— Records for the task —
::::

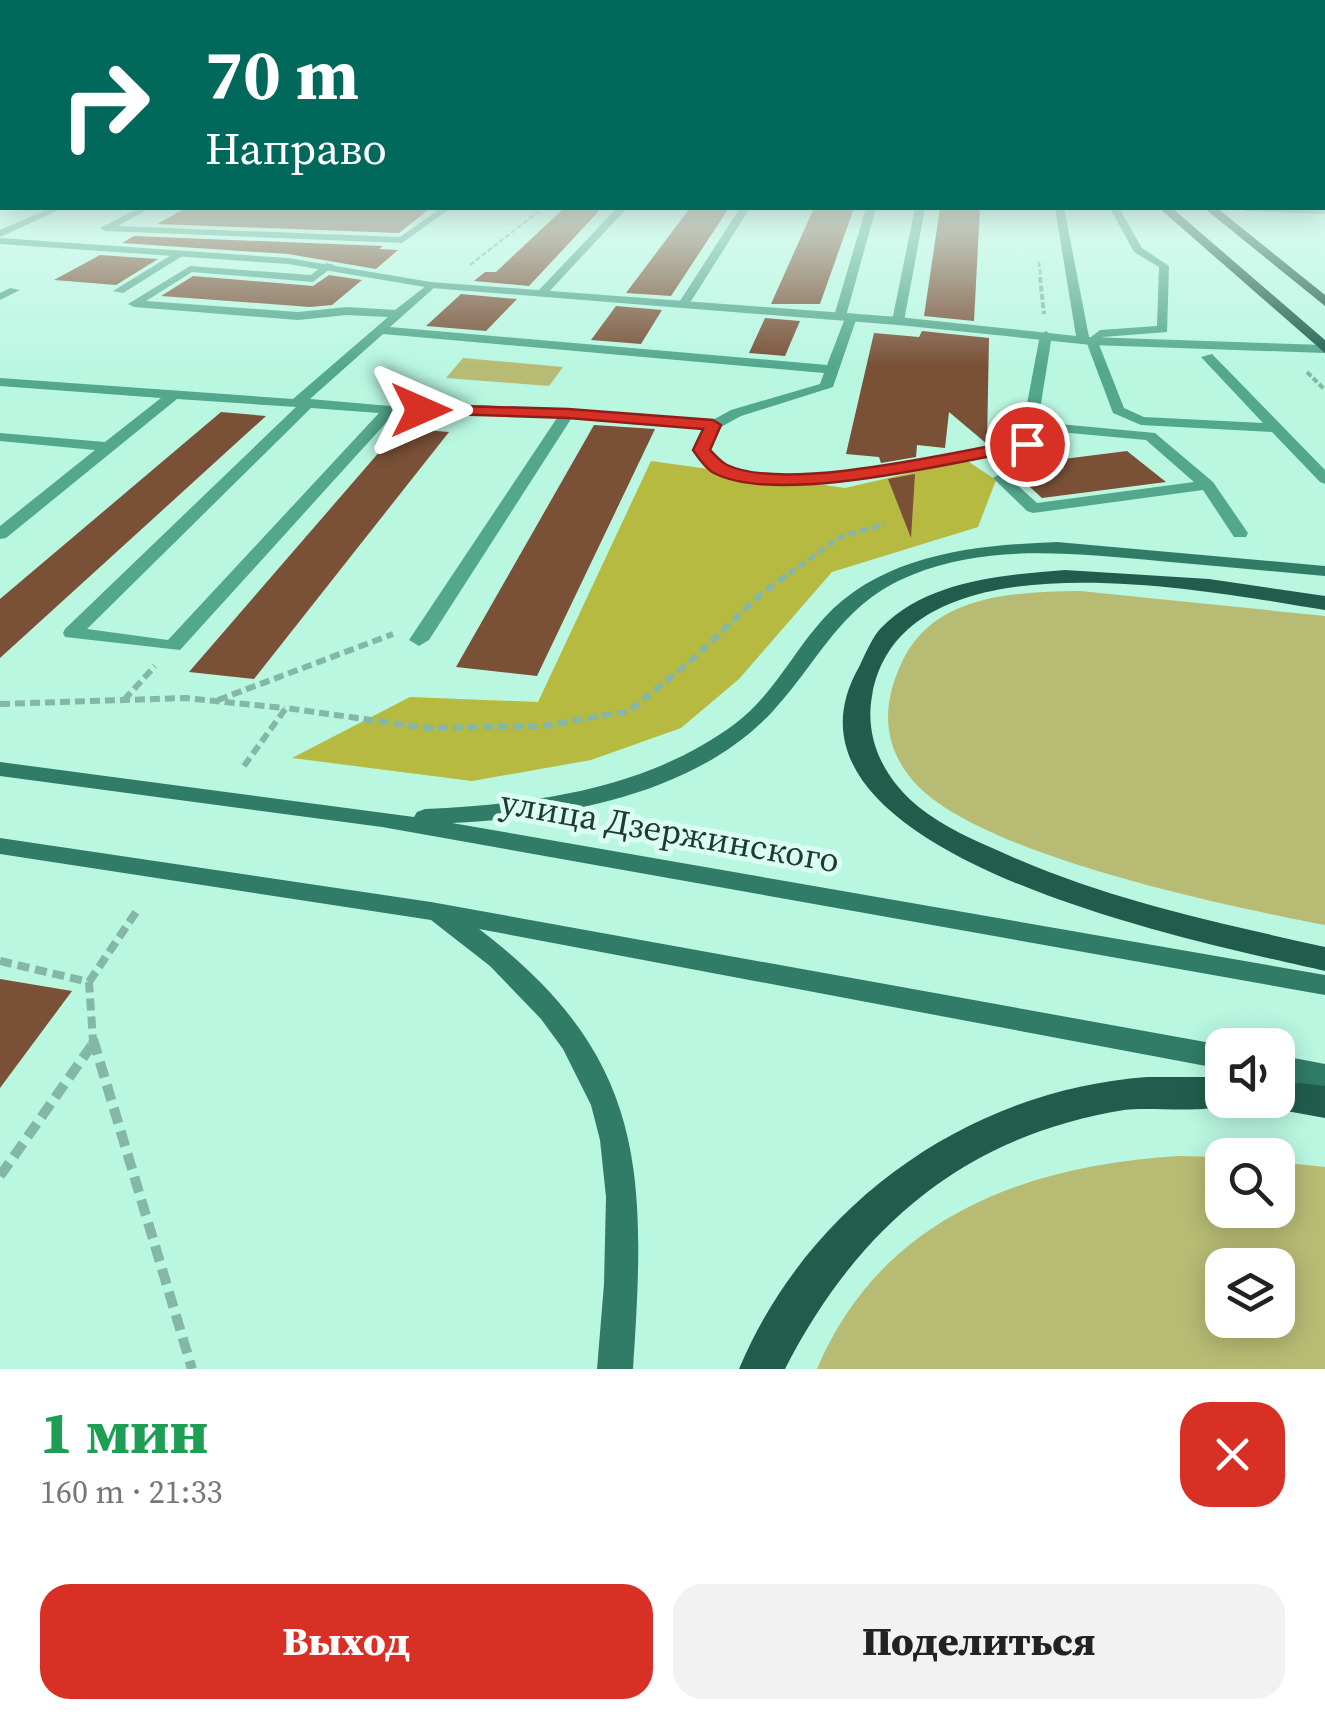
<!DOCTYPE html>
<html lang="ru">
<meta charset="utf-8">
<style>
:root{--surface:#fff;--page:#f2f2f2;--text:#222;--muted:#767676;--accent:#d93025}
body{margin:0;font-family:"Source Serif 4",serif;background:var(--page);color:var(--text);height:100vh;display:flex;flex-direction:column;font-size:38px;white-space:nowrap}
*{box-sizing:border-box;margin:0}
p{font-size:32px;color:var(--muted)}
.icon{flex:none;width:55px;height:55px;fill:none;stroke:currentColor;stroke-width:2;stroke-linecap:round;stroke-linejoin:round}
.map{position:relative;height:1369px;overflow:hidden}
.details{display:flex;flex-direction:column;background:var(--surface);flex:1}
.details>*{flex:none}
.guide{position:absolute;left:0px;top:0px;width:1325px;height:210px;box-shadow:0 5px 25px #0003;background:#00695c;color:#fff;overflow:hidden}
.fabs{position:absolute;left:1205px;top:1028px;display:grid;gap:20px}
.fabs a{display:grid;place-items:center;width:90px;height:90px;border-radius:20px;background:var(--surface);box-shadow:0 5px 25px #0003;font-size:50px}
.pin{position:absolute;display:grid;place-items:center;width:85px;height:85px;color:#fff;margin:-42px;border:5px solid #fff;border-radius:50%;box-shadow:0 2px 10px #0007}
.me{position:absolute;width:110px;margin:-55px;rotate:90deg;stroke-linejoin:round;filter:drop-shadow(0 0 8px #0008)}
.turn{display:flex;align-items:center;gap:35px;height:210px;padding:0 40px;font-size:45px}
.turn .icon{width:130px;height:130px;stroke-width:2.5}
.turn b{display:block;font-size:70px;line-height:85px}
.round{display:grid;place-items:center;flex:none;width:105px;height:105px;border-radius:30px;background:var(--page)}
.head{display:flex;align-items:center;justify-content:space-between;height:170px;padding:0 40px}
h1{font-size:60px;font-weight:800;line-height:75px;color:#1e9e55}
.primary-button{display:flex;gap:20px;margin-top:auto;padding:20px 40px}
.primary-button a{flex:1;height:115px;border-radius:30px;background:var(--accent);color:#fff;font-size:40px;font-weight:800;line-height:115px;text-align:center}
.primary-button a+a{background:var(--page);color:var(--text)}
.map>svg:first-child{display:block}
.green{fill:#b7bb74;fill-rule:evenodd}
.forest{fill:#b6ba41}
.building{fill:#7a5037}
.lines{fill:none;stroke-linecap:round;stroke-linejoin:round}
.path-far5{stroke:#85b7a6;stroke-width:2.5;stroke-dasharray:5 2.5;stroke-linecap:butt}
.path-far4{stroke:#85b7a6;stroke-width:4;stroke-dasharray:6 2.5;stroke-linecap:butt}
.path-far3{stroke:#85b7a6;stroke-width:5;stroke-dasharray:8 4;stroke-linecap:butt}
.path-far2{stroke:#85b7a6;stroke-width:6;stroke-dasharray:10 5;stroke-linecap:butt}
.path-far1{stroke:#85b7a6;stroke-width:8;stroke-dasharray:12 6;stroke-linecap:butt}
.path{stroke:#85b7a6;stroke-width:10;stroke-dasharray:16 8;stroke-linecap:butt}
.lane{fill:#53a78d;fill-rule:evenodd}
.street{fill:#53a78d;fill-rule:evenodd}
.secondary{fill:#317c67;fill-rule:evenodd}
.primary{fill:#215d4c;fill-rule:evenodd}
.route{fill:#d93025;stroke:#8d1f18;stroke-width:2.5}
.labels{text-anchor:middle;stroke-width:10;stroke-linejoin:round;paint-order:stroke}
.near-street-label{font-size:35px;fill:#203931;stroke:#dafef1}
</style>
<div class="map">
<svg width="1325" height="1369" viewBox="0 0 1325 1369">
<rect width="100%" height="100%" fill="#b9f7e1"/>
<!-- green -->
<g class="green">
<path d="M 463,358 L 563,367 L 549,386 L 446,378 Z"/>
<path d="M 1080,591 L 1325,616 L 1325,925 C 1226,906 979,855 914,782 C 880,743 882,700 905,656 C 939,593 1018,592 1080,591 Z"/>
<path d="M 1179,1156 L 1222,1157 L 1222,1210 L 1278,1210 L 1278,1162 L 1325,1167 L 1325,1369 L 817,1369 C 881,1217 1027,1165 1179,1156 ZM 1222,1265 L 1278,1265 L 1278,1320 L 1222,1320 Z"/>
</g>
<!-- forest -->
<path class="forest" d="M 966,460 L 996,480 L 978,527 L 832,572 L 739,679 L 681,728 L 591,760 L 472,781 L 292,758 L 410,697 L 538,702 L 651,461 L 845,488 Z"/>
<!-- building -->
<g class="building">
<path d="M 186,208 L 379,208 L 428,210 L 399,233 L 157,224 Z"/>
<path d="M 564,208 L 595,208 L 599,211 L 529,286 L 474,281 L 485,272 L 496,272 Z"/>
<path d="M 690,208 L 729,208 L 671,296 L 626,293 Z"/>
<path d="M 814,208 L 854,208 L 820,304 L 771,304 Z"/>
<path d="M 940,208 L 980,208 L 974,321 L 924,316 Z"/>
<path d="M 134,236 L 383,246 L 379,249 L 398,250 L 376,269 L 288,254 L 122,243 Z"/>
<path d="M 100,255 L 158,259 L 116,285 L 54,280 Z"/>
<path d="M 329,275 L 362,280 L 332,305 L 310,307 L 161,296 L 193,276 L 313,286 Z"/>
<path d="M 461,294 L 517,299 L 486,331 L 426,326 Z"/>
<path d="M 616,306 L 662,310 L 641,344 L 591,340 Z"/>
<path d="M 765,318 L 800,321 L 785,356 L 749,353 Z"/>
<path d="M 922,331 L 989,338 L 987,444 L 949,412 L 945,448 L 917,445 L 916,457 L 881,463 L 879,457 L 846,454 L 874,333 L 919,337 Z"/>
<path d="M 221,412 L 266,416 L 0,658 L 0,599 Z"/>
<path d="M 594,425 L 655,429 L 537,676 L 456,667 Z"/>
<path d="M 400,428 L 449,432 L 254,679 L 189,672 Z"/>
<path d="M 1127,451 L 1166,482 L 1042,498 L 1007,466 Z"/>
<path d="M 915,474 L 911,538 L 888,479 Z"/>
<path d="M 0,979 L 72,991 L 0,1088 Z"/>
</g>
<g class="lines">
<!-- path-far5 -->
<g class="path-far5">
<path d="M 1039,262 L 1041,280"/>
<path d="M 470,265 L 543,208"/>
</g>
<!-- path-far4 -->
<g class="path-far4">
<path d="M 1040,277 L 1044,314"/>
<path d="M 1307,372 L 1325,390"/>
</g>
<!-- path-far3 -->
<path class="path-far3" d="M 789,574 L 840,537 L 885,524"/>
<!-- path-far2 -->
<g class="path-far2">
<path d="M 124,700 L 155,666"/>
<path d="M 218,700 L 393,634"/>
<path d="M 0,704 L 186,698 L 285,708"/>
<path d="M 244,766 L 286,708 L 428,728 L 543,726 L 629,711 L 694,658 L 761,594 L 792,571"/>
</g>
<!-- path-far1 -->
<g class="path-far1">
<path d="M 0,961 L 89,982 L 93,1041"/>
<path d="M 89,982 L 138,909"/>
</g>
<!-- path -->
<g class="path">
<path d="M 93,1039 L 192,1369"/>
<path d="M 0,1176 L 92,1045"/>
</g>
<!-- lane -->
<g class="lane">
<path d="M 2,178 L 2,184 L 0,185 L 0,179 Z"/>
<path d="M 139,208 L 150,208 L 118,226 L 400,237 L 441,208 L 451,208 L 402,243 L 105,231 L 100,228 Z"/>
<path d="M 617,208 L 627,208 L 546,295 L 538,295 L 538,291 Z"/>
<path d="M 740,208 L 750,208 L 688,306 L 680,306 L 678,304 Z"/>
<path d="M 866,208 L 876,208 L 846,316 L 851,313 L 857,317 L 833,387 L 741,416 L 719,428 L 709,449 C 718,461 726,466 741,470 C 805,489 951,454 1020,441 L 1040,335 L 1046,331 L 1052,335 L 1038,422 L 1155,433 L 1213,482 L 1248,533 L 1246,537 L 1234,537 L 1203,490 L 1033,513 L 1027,511 L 993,478 L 1001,473 L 1006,475 L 1037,503 L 1194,482 L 1146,440 L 1037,430 L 1034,444 L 1027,448 C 948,463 788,506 715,472 C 706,467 700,458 694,450 L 704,429 L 571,419 L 429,640 L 419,646 L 409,640 L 557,418 L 483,413 L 394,414 L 180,650 L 65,637 L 63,633 L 65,629 L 296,407 L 177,399 L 6,538 L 0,539 L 0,526 L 95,450 L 0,441 L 0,433 L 105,442 L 161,398 L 0,386 L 0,378 L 293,399 L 388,317 L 347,315 L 298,320 L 134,307 L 128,304 L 190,266 L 311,275 L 326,263 L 335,265 L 313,282 L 192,272 L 146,301 L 298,312 L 347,307 L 395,310 L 431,282 L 435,283 L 435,287 L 390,327 L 827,365 L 845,318 L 840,320 L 834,316 ZM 383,334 L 824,373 L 820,384 L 731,410 L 711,421 L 483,405 L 390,406 L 310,399 ZM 311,408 L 379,413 L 168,640 L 87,629 Z"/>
<path d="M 915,208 L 925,208 L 904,321 L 898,325 L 892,321 Z"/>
<path d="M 1110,208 L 1119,208 L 1142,248 L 1169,266 L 1167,332 L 1103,337 L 1098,342 L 1124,408 L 1144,417 L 1263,423 L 1201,357 L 1212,354 L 1325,470 L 1325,484 L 1320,482 L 1272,432 L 1141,425 L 1113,413 L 1086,341 L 1100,330 L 1157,326 L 1159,267 L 1134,252 Z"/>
<path d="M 1241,208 L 1325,208 L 1325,214 L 1246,211 Z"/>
<path d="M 178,251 L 187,253 L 123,293 L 113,291 Z"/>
<path d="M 10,288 L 20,290 L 0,300 L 0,293 Z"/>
</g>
<!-- street -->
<g class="street">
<path d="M 51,208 L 63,208 L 0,237 L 0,230 Z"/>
<path d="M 1055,208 L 1064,208 L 1089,337 L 1325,345 L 1325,353 L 1092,345 L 898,325 L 431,288 L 288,264 L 0,244 L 0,238 L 288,258 L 431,282 L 898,317 L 1076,336 Z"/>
</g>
<!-- secondary -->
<g class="secondary">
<path d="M 1057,542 L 1325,566 L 1325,576 C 1270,571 1214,566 1159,561 C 1077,554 990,543 912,575 C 841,603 821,659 773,711 C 695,795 561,818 452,823 L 1325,975 L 1325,995 L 382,827 L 0,776 L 0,762 L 414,817 L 417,812 L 425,809 C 534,804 646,790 736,723 C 773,695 793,652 824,618 C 883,554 975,545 1057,542 Z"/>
<path d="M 0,838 L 431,902 L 1222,1045 L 1222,1069 L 479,929 C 648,1057 646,1173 633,1369 L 597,1369 L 604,1284 L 606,1197 L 600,1140 L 591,1105 L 563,1049 L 541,1019 L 490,966 L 431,920 L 0,854 Z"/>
<path d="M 1278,1055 L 1325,1064 L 1325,1088 L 1278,1079 Z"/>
</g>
<!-- primary -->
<g class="primary">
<path d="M 1159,208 L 1172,208 L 1325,340 L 1325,353 Z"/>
<path d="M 1204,208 L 1217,208 L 1325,295 L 1325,306 Z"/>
<path d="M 1065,570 L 1209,579 L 1325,596 L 1325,610 C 1210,592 901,527 872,696 C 864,741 886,781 920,808 C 944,827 972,839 999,851 C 1103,899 1214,922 1325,947 L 1325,971 C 1214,945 751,857 859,667 C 865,655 872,637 881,628 C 928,580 1003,575 1065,570 Z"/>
<path d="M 1147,1077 L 1222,1077 L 1222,1100 L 1236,1100 C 1216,1116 1153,1106 1124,1110 C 964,1136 857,1228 785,1369 L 739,1369 C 808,1204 969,1090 1147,1077 Z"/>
<path d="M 1278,1080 L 1325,1086 L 1325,1118 L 1265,1107 L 1262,1100 L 1278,1100 Z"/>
</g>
</g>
<!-- sky -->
<linearGradient id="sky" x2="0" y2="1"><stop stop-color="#a79dd1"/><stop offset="0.48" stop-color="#e0fbf2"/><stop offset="1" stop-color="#e0fbf2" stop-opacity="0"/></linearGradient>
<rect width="1325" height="367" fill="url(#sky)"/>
<!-- route -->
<path class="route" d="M 421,405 L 568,409 L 713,420 L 721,425 L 710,450 C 715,455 721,462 727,465 C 786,493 959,451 1027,439 L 1035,444 L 1027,449 C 955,462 777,506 714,473 C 706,469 698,457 693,450 L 703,429 L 568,418 L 416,413 L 416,407 Z"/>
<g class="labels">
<!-- near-street labels -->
<g class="near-street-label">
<text transform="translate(670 831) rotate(10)" y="12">улица Дзержинского</text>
</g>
</g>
</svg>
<div class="fabs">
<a><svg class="icon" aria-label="sound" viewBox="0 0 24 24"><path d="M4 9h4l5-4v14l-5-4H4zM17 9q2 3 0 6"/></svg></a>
<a><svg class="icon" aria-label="search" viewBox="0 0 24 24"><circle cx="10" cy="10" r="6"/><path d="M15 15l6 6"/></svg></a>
<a><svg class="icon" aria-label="layers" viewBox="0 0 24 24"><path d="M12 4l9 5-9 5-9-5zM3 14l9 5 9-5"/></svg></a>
</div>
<div class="pin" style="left:1027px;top:444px;background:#d93025"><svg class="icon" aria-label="arrive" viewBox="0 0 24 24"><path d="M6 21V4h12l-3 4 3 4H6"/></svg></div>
<svg class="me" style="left:421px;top:410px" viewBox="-20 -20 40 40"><path d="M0-17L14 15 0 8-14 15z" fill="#d93025" stroke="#fff" stroke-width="4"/></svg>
<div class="guide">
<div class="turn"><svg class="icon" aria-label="right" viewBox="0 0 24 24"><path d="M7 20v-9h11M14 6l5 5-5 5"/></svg><div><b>70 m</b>Направо</div></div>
</div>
</div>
<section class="details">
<div class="head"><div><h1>1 мин</h1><p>160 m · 21:33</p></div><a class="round" style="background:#d93025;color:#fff"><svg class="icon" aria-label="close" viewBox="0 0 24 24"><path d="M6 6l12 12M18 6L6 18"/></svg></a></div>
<div class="primary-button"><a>Выход</a><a>Поделиться</a></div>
</section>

::::

— Task statement —
Write down every line of the data above that includes the string "position".

— Your solution —
.map{position:relative;height:1369px;overflow:hidden}
.guide{position:absolute;left:0px;top:0px;width:1325px;height:210px;box-shadow:0 5px 25px #0003;background:#00695c;color:#fff;overflow:hidden}
.fabs{position:absolute;left:1205px;top:1028px;display:grid;gap:20px}
.pin{position:absolute;display:grid;place-items:center;width:85px;height:85px;color:#fff;margin:-42px;border:5px solid #fff;border-radius:50%;box-shadow:0 2px 10px #0007}
.me{position:absolute;width:110px;margin:-55px;rotate:90deg;stroke-linejoin:round;filter:drop-shadow(0 0 8px #0008)}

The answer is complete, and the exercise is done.